That "initial wave" refers to the non-standalone (NSA) version of 5G, which relies on the use of a 4G core network. And no less an authority than Ian Levy, the technical director of the UK's National Cyber Security Centre, has recently weighed into the same issue. "Despite the standards existing for interoperability, it's much easier to stick with your 4G vendor for your initial 5G rollout for NSA deployments," he wrote in a blog several weeks ago.

But this all seems rather odd. While interoperability is recognized as a big hurdle in some parts of the telecom network, it has not previously been cited as an issue when deploying different generations of mobile technology in the RAN. Three UK, for instance, uses Nokia as a 3G RAN supplier and Samsung as a 4G one. More importantly, it has chosen Huawei, and not Samsung, to build its 5G network. Presumably, then, it does not think interoperability is an insurmountable problem, despite putting its name to Mobile UK's report.

Nokia, one of Huawei's chief rivals, has also recently insisted that deploying its 5G radio systems on top of a competitor's 4G ones would be "simple." While acknowledging that an interface between 4G and 5G called X2 is problematic, it claims to have come up with a nifty workaround that basically entails using a Nokia "overlay" on the 4G side, with minimal support from the incumbent vendor.

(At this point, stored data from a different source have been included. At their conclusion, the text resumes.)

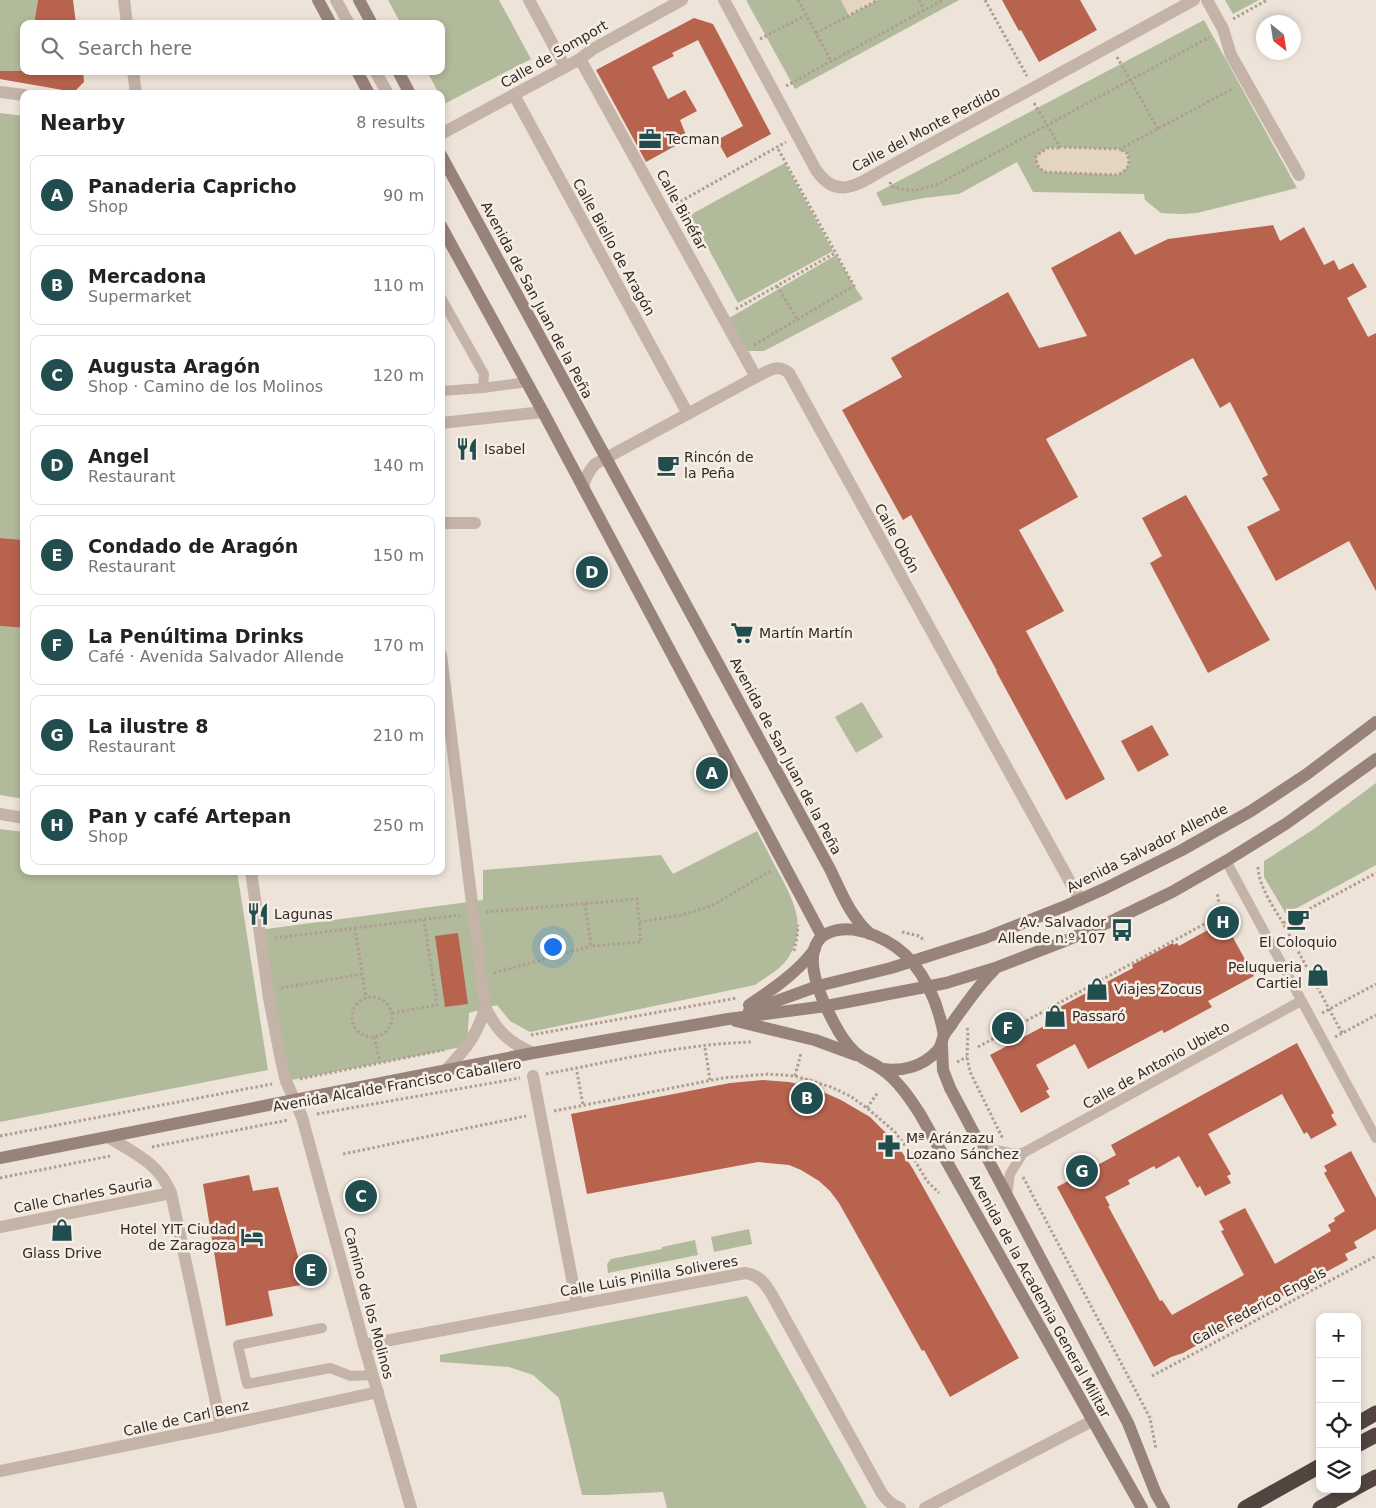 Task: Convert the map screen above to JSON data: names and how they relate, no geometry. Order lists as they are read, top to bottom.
{
  "streets": {
    "main road": [
      "Avenida de San Juan de la Peña",
      "Avenida Salvador Allende",
      "Avenida Alcalde Francisco Caballero",
      "Avenida de la Academia General Militar"
    ],
    "street": [
      "Calle de Somport",
      "Calle del Monte Perdido",
      "Calle Binéfar",
      "Calle Biello de Aragón",
      "Calle Obón",
      "Calle Charles Sauria",
      "Calle Luis Pinilla Soliveres",
      "Camino de los Molinos",
      "Calle de Carl Benz"
    ],
    "lane": ["Calle de Antonio Ubieto"],
    "path": ["Calle Federico Engels"]
  },
  "crossings": [
    ["Calle de Somport", "Calle Binéfar"],
    ["Calle de Somport", "Calle Biello de Aragón"],
    ["Calle Binéfar", "Calle Obón"],
    ["Calle Biello de Aragón", "Calle Obón"],
    ["Avenida de San Juan de la Peña", "Calle Obón"],
    ["Avenida de San Juan de la Peña", "Avenida Salvador Allende"],
    ["Avenida de San Juan de la Peña", "Avenida Alcalde Francisco Caballero"],
    ["Avenida de San Juan de la Peña", "Avenida de la Academia General Militar"],
    ["Calle Obón", "Avenida Salvador Allende"],
    ["Avenida Salvador Allende", "Avenida Alcalde Francisco Caballero"],
    ["Avenida Alcalde Francisco Caballero", "Avenida de la Academia General Militar"],
    ["Avenida Alcalde Francisco Caballero", "Camino de los Molinos"],
    ["Calle Luis Pinilla Soliveres", "Camino de los Molinos"],
    ["Camino de los Molinos", "Calle de Carl Benz"]
  ],
  "places": {
    "office": ["Tecman"],
    "restaurant": ["Isabel", "Lagunas"],
    "cafe": ["Rincón de la Peña", "El Coloquio"],
    "supermarket": ["Martín Martín"],
    "bus stop": ["Av. Salvador Allende n.º 107"],
    "shop": [
      "Peluqueria Cartiel",
      "Viajes Zocus",
      "Passaró",
      "Glass Drive"
    ],
    "pharmacy": ["Mª Aránzazu Lozano Sánchez"],
    "hotel": ["Hotel YIT Ciudad de Zaragoza"]
  },
  "north": "bottom right",
  "page": {
    "search": "Search here",
    "heading": ["Nearby", "8 results"],
    "list": [
      {
        "mark": "A",
        "name": "Panaderia Capricho",
        "note": "Shop",
        "value": "90 m"
      },
      {
        "mark": "B",
        "name": "Mercadona",
        "note": "Supermarket",
        "value": "110 m"
      },
      {
        "mark": "C",
        "name": "Augusta Aragón",
        "note": "Shop · Camino de los Molinos",
        "value": "120 m"
      },
      {
        "mark": "D",
        "name": "Angel",
        "note": "Restaurant",
        "value": "140 m"
      },
      {
        "mark": "E",
        "name": "Condado de Aragón",
        "note": "Restaurant",
        "value": "150 m"
      },
      {
        "mark": "F",
        "name": "La Penúltima Drinks",
        "note": "Café · Avenida Salvador Allende",
        "value": "170 m"
      },
      {
        "mark": "G",
        "name": "La ilustre 8",
        "note": "Restaurant",
        "value": "210 m"
      },
      {
        "mark": "H",
        "name": "Pan y café Artepan",
        "note": "Shop",
        "value": "250 m"
      }
    ],
    "pins": [
      "D",
      "A",
      "H",
      "F",
      "B",
      "G",
      "C",
      "E"
    ],
    "map_buttons": ["+", "−"]
  }
}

This is not to suggest a problem does not exist, and it shows why the work of standards groups like the 3GPP is so important. But the issue appears to have been overstated by UK operators. Even one of Huawei's own spokespeople plays down any suggestion that an operator would have to stick with its 4G RAN vendor when building a 5G network.

Next page: Economic scaremongering



Economic scaremongering
UK operators have a vested interest in scaremongering. After waves of industry consolidation, very few large companies now make the infrastructure for mobile networks. A ban on Huawei would further reduce competition, removing a vendor that many operators today regard as the world's most advanced infrastructure player. In the long term, that could drive up costs and slow down innovation.

For that reason, any decision to exclude Chinese vendors from the UK's 5G market could be a big mistake. But in the short term, a ban seems unlikely to have a serious impact on the UK's economic prospects. Even if the country's operators did face a costly swap-out of network equipment, and a delay to the introduction of 5G, the game-changing services that Mobile UK describes in today's report will not arrive for several years -- and perhaps even longer.

Take the somewhat cliched example of the connected car, which -- predictably enough -- is discussed in Mobile UK's report. "Without 5G, connected and autonomous vehicles are unlikely to unleash their full potential," say the authors. But a Huawei ban that hinders 5G rollout by a maximum of two years, as Mobile UK argues, is not going to hold up the arrival of self-driving cars on UK streets. Nor is there any certainty that 5G will play an important role in connected cars when (if?) they do eventually appear. Parts of the car industry are understood to favor alternative technologies.

Reaching for other examples, Mobile UK grasps hold of smart lighting and smart refuse collections in urban areas. These could save councils about £2.8 billion ($3.7 billion) per year, it says. But why is the bandwidth and short signaling delay that 5G brings needed for these services? Cities could make (and are making, in some countries) investments in smart lighting and smart refuse collections using existing low-power, wide area network technologies, such as NB-IoT, in the cellular world, or LoRa and Sigfox, for those who prefer unlicensed spectrum.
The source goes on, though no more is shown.